LIS

2007 Uncodified Acts

2007 Virginia Uncodified Acts
11/23/2024

CHAPTER 586

An Act to amend and reenact § 58.1-3713 of the Code of Virginia and to repeal the second enactment of Chapter 646 of the Acts of Assembly of 1978, as amended by Chapter 539 of the Acts of Assembly of 1985, as amended by Chapter 393 of the Acts of Assembly of 1991, as amended by Chapters 614 and 635 of the Acts of Assembly of 1995, and as amended by Chapter 274 of the Acts of Assembly of 2002, relating to the sunset date of the local coal and gas road improvement tax.

[S 734]

Approved March 20, 2007

 

Be it enacted by the General Assembly of Virginia:

1.  That § 58.1-3713 of the Code of Virginia is amended and reenacted as follows:

§ 58.1-3713. Local coal and gas road improvement and Virginia Coalfield Economic Development Authority tax.

A. In addition to the taxes authorized under § 58.1-3712, any county or city may adopt a license tax on every person engaging in the business of severing coal or gases from the earth. The rate of such tax shall not exceed one percent. The provisions of § 58.1-3712 as they relate to measurement of gross receipts, filing of reports and record keeping shall be applicable to the tax imposed under this section.
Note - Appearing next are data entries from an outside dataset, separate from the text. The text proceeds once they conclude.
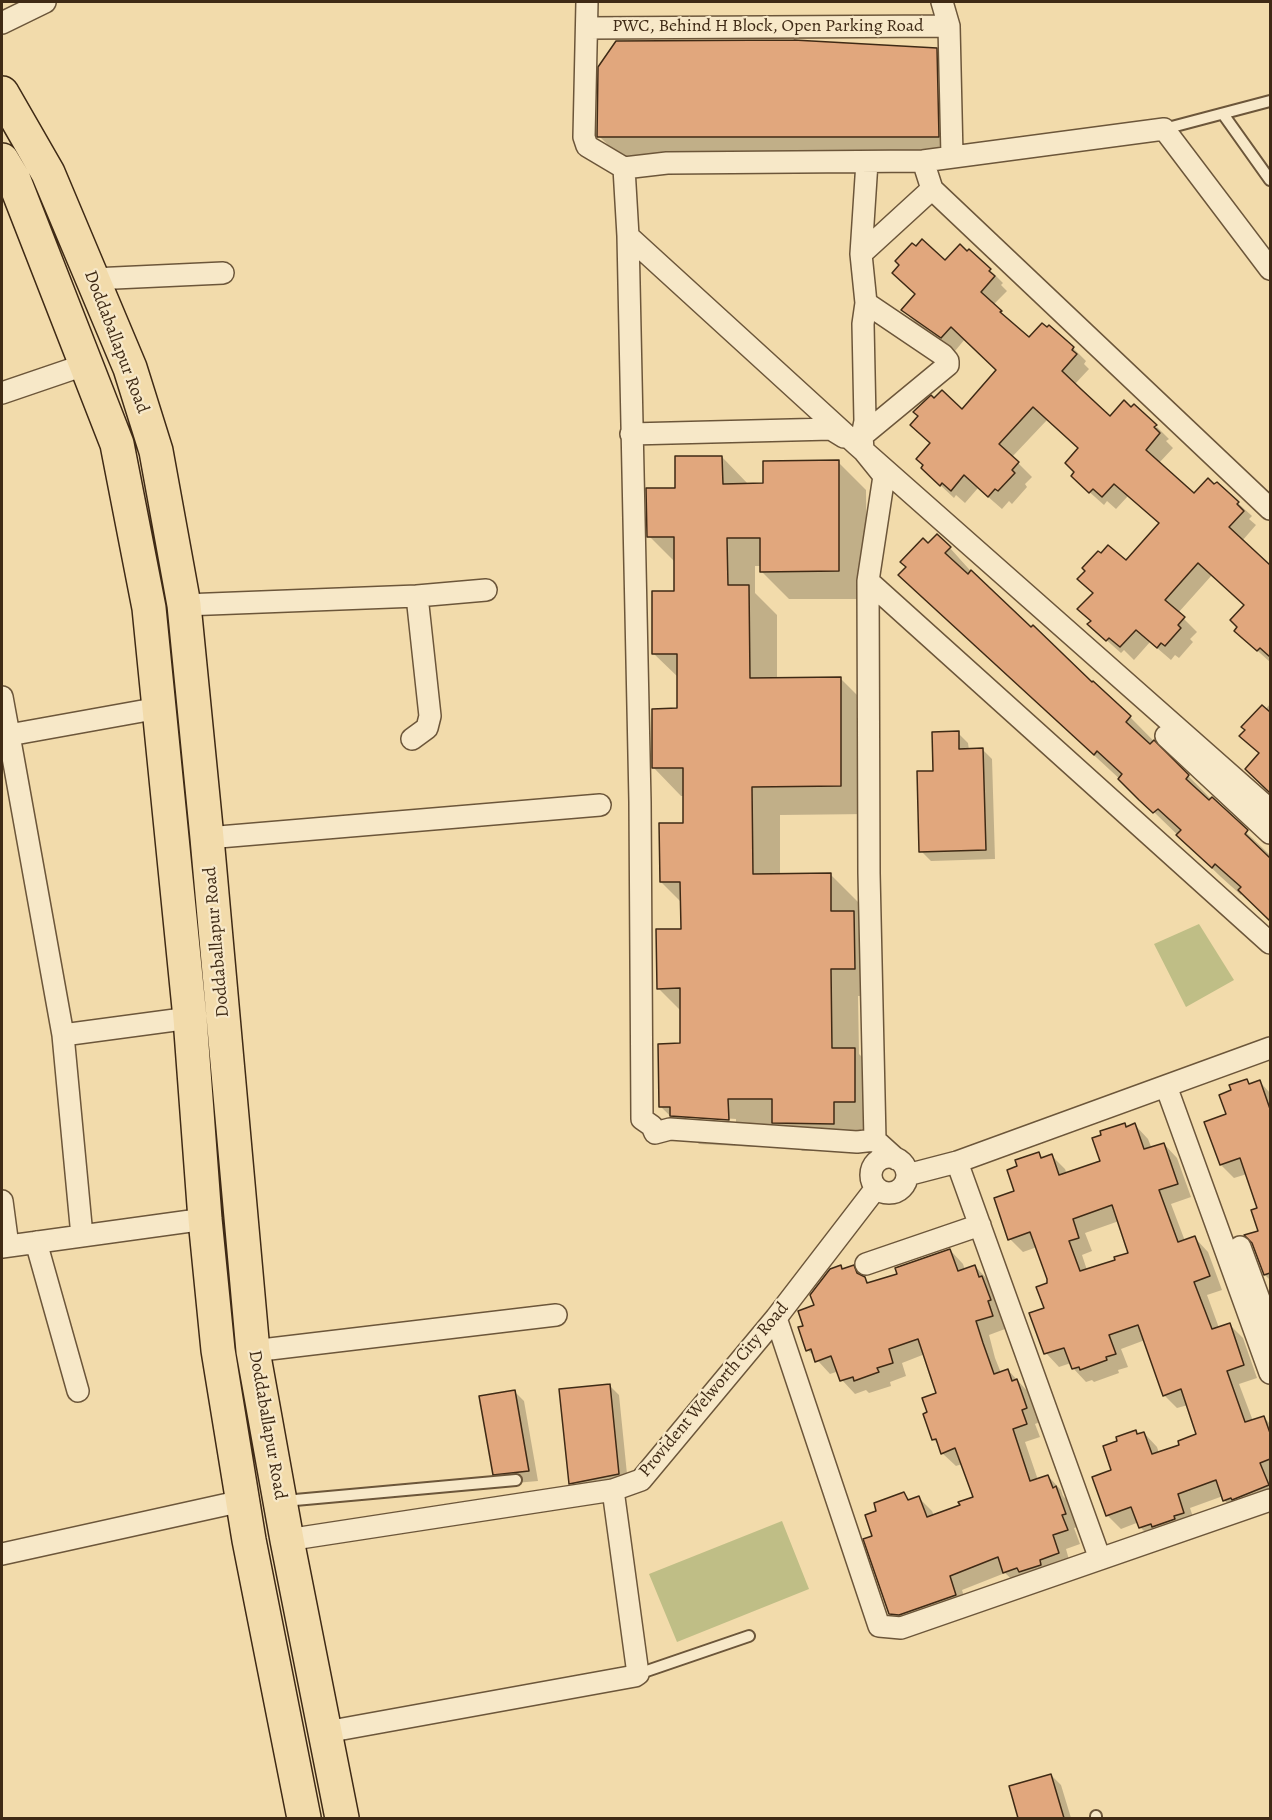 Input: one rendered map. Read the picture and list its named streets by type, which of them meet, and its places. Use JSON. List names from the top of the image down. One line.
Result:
{"streets":{"main road":["Doddaballapur Road"],"street":["PWC, Behind H Block, Open Parking Road","Provident Welworth City Road"]},"crossings":[["Doddaballapur Road","Provident Welworth City Road"]]} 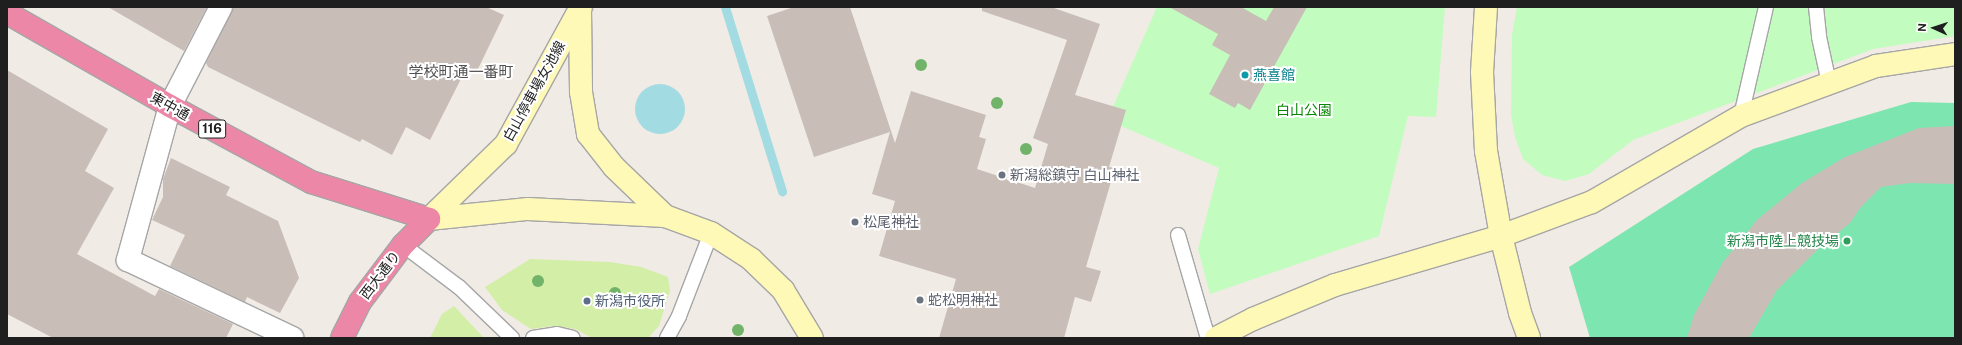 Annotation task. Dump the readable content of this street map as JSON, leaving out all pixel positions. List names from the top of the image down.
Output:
{
  "streets": {
    "highway": ["東中通", "116", "西大通り"],
    "street": ["白山停車場女池線"]
  },
  "crossings": [
    ["白山停車場女池線", "東中通"],
    ["白山停車場女池線", "西大通り"],
    ["東中通", "西大通り"]
  ],
  "districts": ["学校町通一番町"],
  "parks": ["白山公園"],
  "places": [
    "燕喜館",
    "新潟総鎮守 白山神社",
    "松尾神社",
    "新潟市陸上競技場",
    "蛇松明神社",
    "新潟市役所"
  ],
  "north": "left"
} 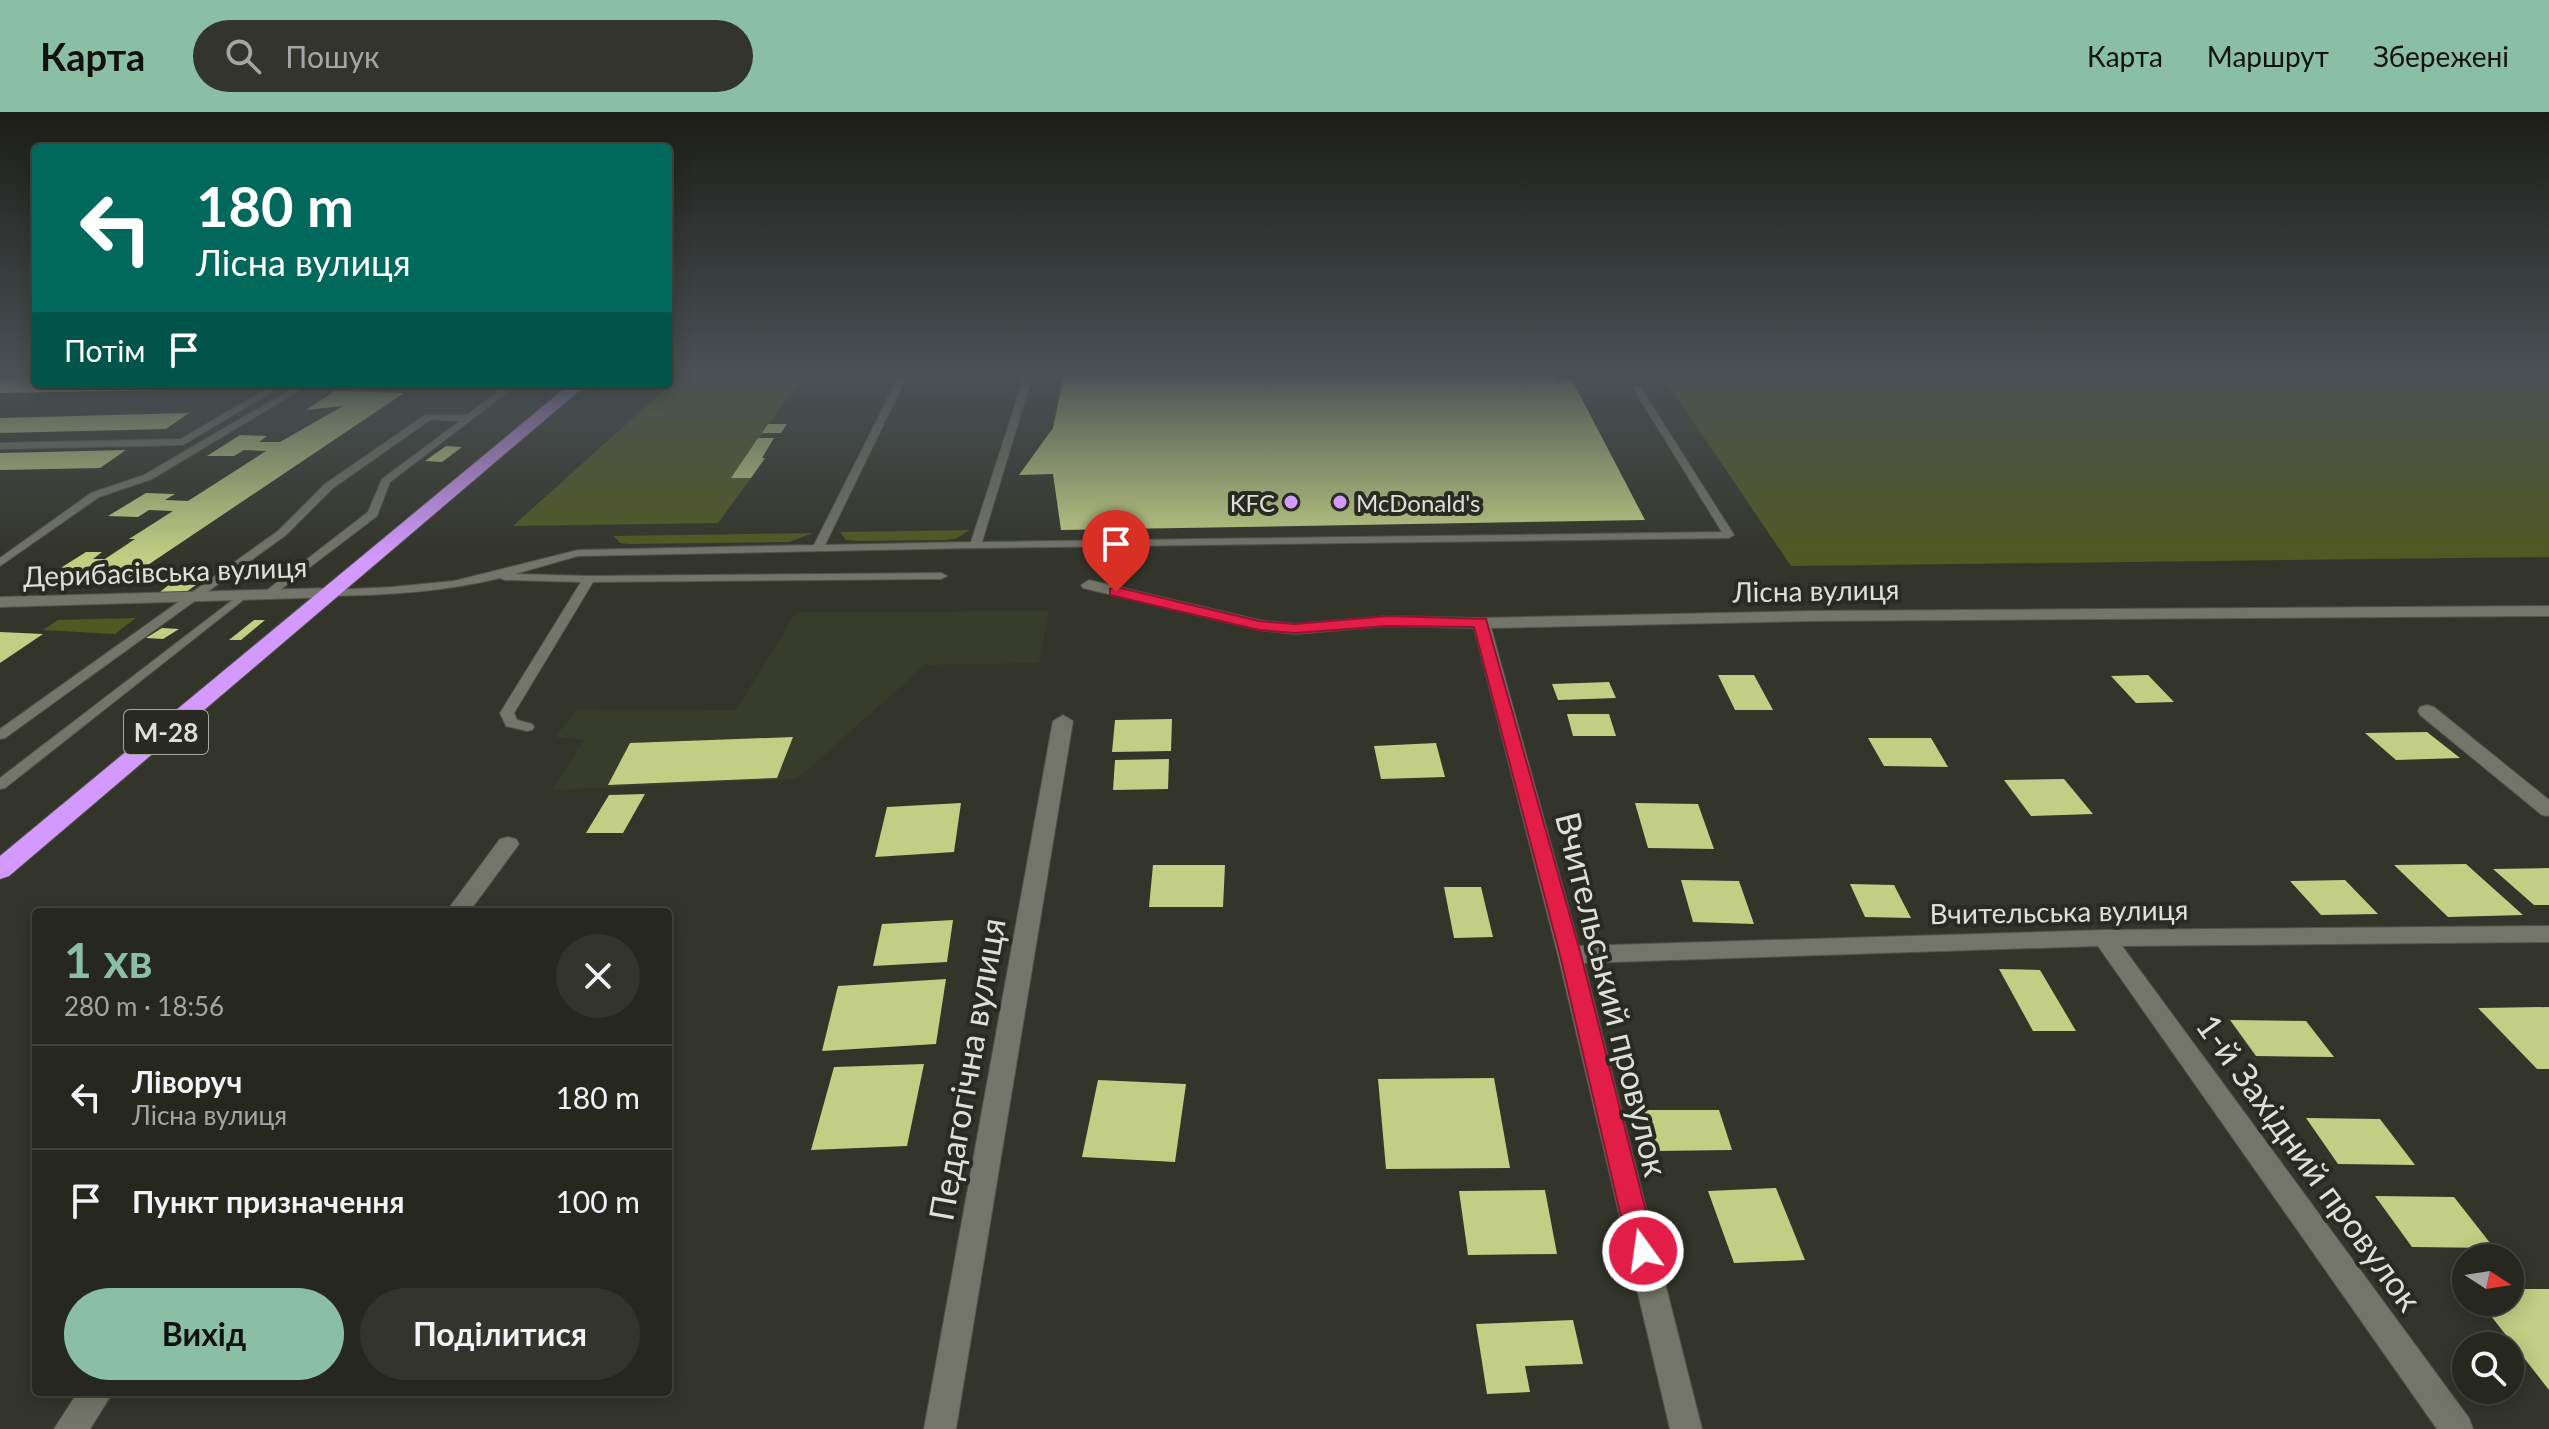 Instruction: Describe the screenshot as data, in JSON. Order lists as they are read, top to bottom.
{
  "streets": {
    "highway": ["М-28"],
    "street": [
      "Дерибасівська вулиця",
      "Лісна вулиця",
      "Вчительська вулиця",
      "Вчительський провулок",
      "Педагогічна вулиця",
      "1-й Західний провулок"
    ]
  },
  "crossings": [
    ["Дерибасівська вулиця", "М-28"],
    ["Лісна вулиця", "Вчительський провулок"],
    ["Вчительська вулиця", "Вчительський провулок"],
    ["Вчительська вулиця", "1-й Західний провулок"]
  ],
  "places": ["KFC", "McDonald's"],
  "north": "right",
  "page": {
    "header": "Карта",
    "search": "Пошук",
    "nav": ["Карта", "Маршрут", "Збережені"],
    "turn": ["180 m", "Лісна вулиця"],
    "then": "Потім",
    "heading": ["1 хв", "280 m · 18:56"],
    "list": [
      {
        "name": "Ліворуч",
        "note": "Лісна вулиця",
        "value": "180 m"
      },
      {
        "name": "Пункт призначення",
        "value": "100 m"
      }
    ],
    "buttons": ["Вихід", "Поділитися"]
  }
}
The moneys collected for each county or city from the tax imposed under authority of this section shall be paid into a special fund of such county or city to be called the Coal and Gas Road Improvement Fund of such county or city, and shall be spent for such improvements to public roads as the coal and gas road improvement advisory committee and the governing body of such county or city may determine as provided in subsection B of this section. The county may also, in its discretion, elect to improve city or town roads with its funds if consent of the city or town council is obtained. Such funds shall be in addition to those allocated to such counties from state highway funds which allocations shall not be reduced as a result of any revenues received from the tax imposed hereunder. In those localities which comprise the Virginia Coalfield Economic Development Authority, the tax imposed under this section shall be paid as follows: (i) three-fourths of the revenue shall be paid to the Coal and Gas Road Improvement Fund and used for the purposes set forth herein; however, one-fourth of such revenue may be used to fund the construction of new water and/or sewer systems and lines in areas with natural water supplies which are insufficient from the standpoint of quality or quantity, and (ii) one-fourth of the revenue shall be paid to the Virginia Coalfield Economic Development Fund. Furthermore, with regard to the portion paid to the Coal and Gas Road Improvement Fund, a county or city may provide for an additional one-fourth allocation for the construction of new water or sewer systems or lines or the repair or enhancement of existing water or sewer systems or lines in areas with natural water supplies which are insufficient from the standpoint of quality or quantity; however, if this option is initiated by a county or city, it must satisfy the requirements set forth in § 58.1-3713.01. Notwithstanding the foregoing limitations regarding revenues used for water systems and/or sewer systems, such revenues designated for water and water systems and/or sewer systems shall be distributed directly to the local public service authority for such purposes instead of the local governing body.

B. Any county or city imposing the tax authorized in this section shall establish a Coal and Gas Road Improvement Advisory Committee, to be composed of four members: (i) a member of the governing body of such county or city, appointed by the governing body, (ii) a representative of the Department of Transportation, and (iii) two citizens of such county or city connected with the coal and gas industry, appointed for a term of four years, initially commencing July 1, 1989, by the chief judge of the circuit court.

Such committee shall develop on or before July 1 of each year a plan for improvement of roads during the following fiscal year. Such plan shall have the approval of three members of the committee and shall be submitted to the governing body of the county or city for approval. The governing body may approve or disapprove such plan, but may make no changes without the approval of three members of the committee.

C. The provisions of this section shall expire on December 31, 2012.

2.  That the second enactment of Chapter 646 of the Acts of Assembly of 1978, as amended by Chapter 539 of the Acts of Assembly of 1985, as amended by Chapter 393 of the Acts of Assembly of 1991, as amended by Chapters 614 and 635 of the Acts of Assembly of 1995, and as amended by Chapter 274 of the Acts of Assembly of 2002, is repealed.